Cracks of the quills muffled the roar of the beast only slightly, its thunder shattering his focus. Mouse’s eyes blurred, and he squeezed them shut, clenching his teeth harder around the beast’s flesh.

It thrashed, whipping its tail at a dizzying speed, and pounding Mouse into a stone building. The stone crumbled from the impact, and his body jolted against it. His strength fled him, his vision red before darkening. As his mind blanked, the tail jerked him out, whipping his body into the air and suspending him there.

Mouse begged his eyes to open, and they slitted at his request. Blurry though his vision remained, the mask of the beast hovered less than a meter from him, motionless. It’s eyes of void peering through him. Pink ooze dripped over the edges of its eyeholes.

It cried, though Guardians were incapable.

Hunched back, it let out a scream, booming past him as he dangled in its grasp. Wet dripped from Mouse’s face to his swinging arms. The beast held him tight, hung from his leg and without mercy. He urged his limp arms to his call, but they refused to answer.

The beast cocked its head at him, swiveling back and forth, around him. Below him, mist swirled and plumed from the once Guardian. If he could get his leg free, could he survive the five or so meter drop? With his mangled limbs? Every breath he took tore at his lungs, and the taste of blood dripped between his teeth. His body ached, sleep draped over it, and he fought just to keep his mind focused for even one more second.
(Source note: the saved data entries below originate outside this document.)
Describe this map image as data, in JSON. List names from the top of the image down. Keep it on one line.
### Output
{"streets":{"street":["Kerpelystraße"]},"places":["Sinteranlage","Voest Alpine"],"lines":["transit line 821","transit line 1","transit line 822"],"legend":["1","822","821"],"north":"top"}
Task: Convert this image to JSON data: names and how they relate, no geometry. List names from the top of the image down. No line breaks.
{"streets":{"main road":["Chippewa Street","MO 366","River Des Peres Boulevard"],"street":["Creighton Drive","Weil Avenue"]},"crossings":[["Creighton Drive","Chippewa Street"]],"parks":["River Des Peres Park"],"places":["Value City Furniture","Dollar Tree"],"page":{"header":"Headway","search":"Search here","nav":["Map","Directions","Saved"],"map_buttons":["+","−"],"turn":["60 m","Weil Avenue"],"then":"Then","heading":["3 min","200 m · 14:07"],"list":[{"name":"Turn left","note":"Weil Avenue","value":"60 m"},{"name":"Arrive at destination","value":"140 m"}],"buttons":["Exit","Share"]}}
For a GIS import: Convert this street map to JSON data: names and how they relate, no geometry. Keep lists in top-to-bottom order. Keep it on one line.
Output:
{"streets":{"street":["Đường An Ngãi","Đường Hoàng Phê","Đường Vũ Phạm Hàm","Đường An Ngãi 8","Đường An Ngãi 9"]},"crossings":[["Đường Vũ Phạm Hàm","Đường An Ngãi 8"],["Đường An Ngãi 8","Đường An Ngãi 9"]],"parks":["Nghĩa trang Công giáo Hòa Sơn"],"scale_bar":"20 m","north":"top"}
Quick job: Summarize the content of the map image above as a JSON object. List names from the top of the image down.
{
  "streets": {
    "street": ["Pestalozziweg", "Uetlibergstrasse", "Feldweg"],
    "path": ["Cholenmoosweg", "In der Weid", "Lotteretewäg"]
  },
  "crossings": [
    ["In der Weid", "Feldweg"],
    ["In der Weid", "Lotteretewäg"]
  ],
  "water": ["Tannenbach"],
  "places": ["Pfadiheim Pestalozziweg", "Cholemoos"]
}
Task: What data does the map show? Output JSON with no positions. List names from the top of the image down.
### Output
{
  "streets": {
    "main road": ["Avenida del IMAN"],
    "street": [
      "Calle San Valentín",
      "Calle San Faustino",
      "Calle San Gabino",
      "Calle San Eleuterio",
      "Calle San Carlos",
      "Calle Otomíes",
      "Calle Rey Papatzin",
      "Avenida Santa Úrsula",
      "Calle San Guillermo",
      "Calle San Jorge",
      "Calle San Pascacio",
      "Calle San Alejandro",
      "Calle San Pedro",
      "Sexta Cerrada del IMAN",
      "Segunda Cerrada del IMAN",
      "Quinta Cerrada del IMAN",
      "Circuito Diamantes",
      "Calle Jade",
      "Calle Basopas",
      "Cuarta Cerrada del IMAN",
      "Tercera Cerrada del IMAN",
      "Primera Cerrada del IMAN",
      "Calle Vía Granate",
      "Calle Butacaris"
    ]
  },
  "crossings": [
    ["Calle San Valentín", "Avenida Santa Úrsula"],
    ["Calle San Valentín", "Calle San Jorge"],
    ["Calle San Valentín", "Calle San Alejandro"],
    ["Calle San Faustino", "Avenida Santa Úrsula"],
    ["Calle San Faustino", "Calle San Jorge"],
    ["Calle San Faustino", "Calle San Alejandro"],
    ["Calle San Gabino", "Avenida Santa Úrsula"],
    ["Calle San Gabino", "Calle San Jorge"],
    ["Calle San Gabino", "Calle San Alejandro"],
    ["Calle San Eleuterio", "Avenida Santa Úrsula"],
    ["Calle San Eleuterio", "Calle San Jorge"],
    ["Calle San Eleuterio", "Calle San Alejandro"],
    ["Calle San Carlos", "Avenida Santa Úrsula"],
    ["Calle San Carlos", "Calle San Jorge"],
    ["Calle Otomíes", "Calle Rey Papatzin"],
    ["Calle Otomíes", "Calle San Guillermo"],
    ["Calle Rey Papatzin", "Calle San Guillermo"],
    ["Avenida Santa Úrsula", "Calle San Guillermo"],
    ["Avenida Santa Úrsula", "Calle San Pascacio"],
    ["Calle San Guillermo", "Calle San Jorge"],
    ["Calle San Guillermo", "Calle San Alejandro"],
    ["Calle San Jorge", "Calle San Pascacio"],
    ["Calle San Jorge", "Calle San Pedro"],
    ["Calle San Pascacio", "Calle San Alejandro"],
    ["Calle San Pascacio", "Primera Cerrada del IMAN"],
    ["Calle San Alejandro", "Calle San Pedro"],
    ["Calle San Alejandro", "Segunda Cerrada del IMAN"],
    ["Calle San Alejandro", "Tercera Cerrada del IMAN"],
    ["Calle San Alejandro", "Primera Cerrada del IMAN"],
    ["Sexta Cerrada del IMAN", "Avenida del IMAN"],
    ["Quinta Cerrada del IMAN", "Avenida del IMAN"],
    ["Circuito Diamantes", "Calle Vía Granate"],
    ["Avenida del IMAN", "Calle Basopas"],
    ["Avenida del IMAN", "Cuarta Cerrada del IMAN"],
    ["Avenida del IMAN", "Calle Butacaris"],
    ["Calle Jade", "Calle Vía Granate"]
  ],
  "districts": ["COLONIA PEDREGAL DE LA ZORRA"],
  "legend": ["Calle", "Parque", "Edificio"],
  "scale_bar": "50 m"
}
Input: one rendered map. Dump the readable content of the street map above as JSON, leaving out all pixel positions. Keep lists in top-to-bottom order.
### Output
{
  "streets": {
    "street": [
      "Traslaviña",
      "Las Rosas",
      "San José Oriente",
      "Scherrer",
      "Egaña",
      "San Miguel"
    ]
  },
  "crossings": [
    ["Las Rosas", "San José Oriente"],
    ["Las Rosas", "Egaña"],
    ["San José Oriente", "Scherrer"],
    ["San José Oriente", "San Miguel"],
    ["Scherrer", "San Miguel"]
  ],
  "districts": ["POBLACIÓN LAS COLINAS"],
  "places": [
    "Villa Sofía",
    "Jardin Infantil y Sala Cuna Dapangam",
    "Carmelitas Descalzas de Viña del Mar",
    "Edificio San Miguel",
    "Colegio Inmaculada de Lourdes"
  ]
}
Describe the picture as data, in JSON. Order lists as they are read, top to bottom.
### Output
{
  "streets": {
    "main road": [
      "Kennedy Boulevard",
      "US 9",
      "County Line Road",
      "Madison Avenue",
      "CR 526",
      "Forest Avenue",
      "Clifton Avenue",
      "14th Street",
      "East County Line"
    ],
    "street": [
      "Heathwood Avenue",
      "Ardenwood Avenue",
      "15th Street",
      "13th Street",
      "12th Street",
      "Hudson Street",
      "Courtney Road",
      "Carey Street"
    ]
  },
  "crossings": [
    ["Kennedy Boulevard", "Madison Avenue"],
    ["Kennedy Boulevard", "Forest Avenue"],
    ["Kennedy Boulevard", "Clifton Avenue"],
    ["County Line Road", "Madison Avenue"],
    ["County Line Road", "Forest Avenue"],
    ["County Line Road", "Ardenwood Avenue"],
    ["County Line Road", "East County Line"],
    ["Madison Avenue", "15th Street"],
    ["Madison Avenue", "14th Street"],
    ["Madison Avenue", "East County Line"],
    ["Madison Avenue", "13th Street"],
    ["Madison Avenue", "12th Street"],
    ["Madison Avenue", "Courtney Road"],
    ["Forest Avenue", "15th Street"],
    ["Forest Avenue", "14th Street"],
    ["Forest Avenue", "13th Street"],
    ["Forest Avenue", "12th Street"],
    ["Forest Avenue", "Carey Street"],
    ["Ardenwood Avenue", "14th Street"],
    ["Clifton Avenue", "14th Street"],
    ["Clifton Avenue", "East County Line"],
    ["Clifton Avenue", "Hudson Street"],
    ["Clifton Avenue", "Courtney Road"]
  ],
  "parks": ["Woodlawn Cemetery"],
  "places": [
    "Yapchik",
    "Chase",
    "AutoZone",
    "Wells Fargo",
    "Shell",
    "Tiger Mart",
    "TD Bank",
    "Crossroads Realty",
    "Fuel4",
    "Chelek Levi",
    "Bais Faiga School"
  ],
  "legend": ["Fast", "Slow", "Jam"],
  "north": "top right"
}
His eyelids closed. But as they did, the beast let out a snarled cry, and the tail whipped him around, letting go, and he fell to the ground, caught gently by the grasses of the field. They slowed him, letting him tumble gracefully across them and stop upon a pillow of reeds.

Mouse forced his eyes open, searching for the beast. It thrashed in the haze of corruption. Its feathers ruffled and jerked out of place, it tripped over itself before slamming its masked face against the ground. Again and again, it smashed. But it let out another cry, and wringed its neck upward.

Taiga stood atop it, one foot wedged between its fur and mask, and the other balanced on the side of the mask. He pulled his sword out from between the mask and beast, before ramming it back down. The beast’s cry curled Mouse’s ears, but Taiga didn’t flinch. He yanked the sword to the side, prying the mask from the beast. Steam escaped the opening chasm.

The beast recoiled, using its tail to swipe over its face, and knocking Taiga off. He plummeted to the ground, but before he made impact, the tail came down upon him, quills furled, and impaled Taiga through the stomach.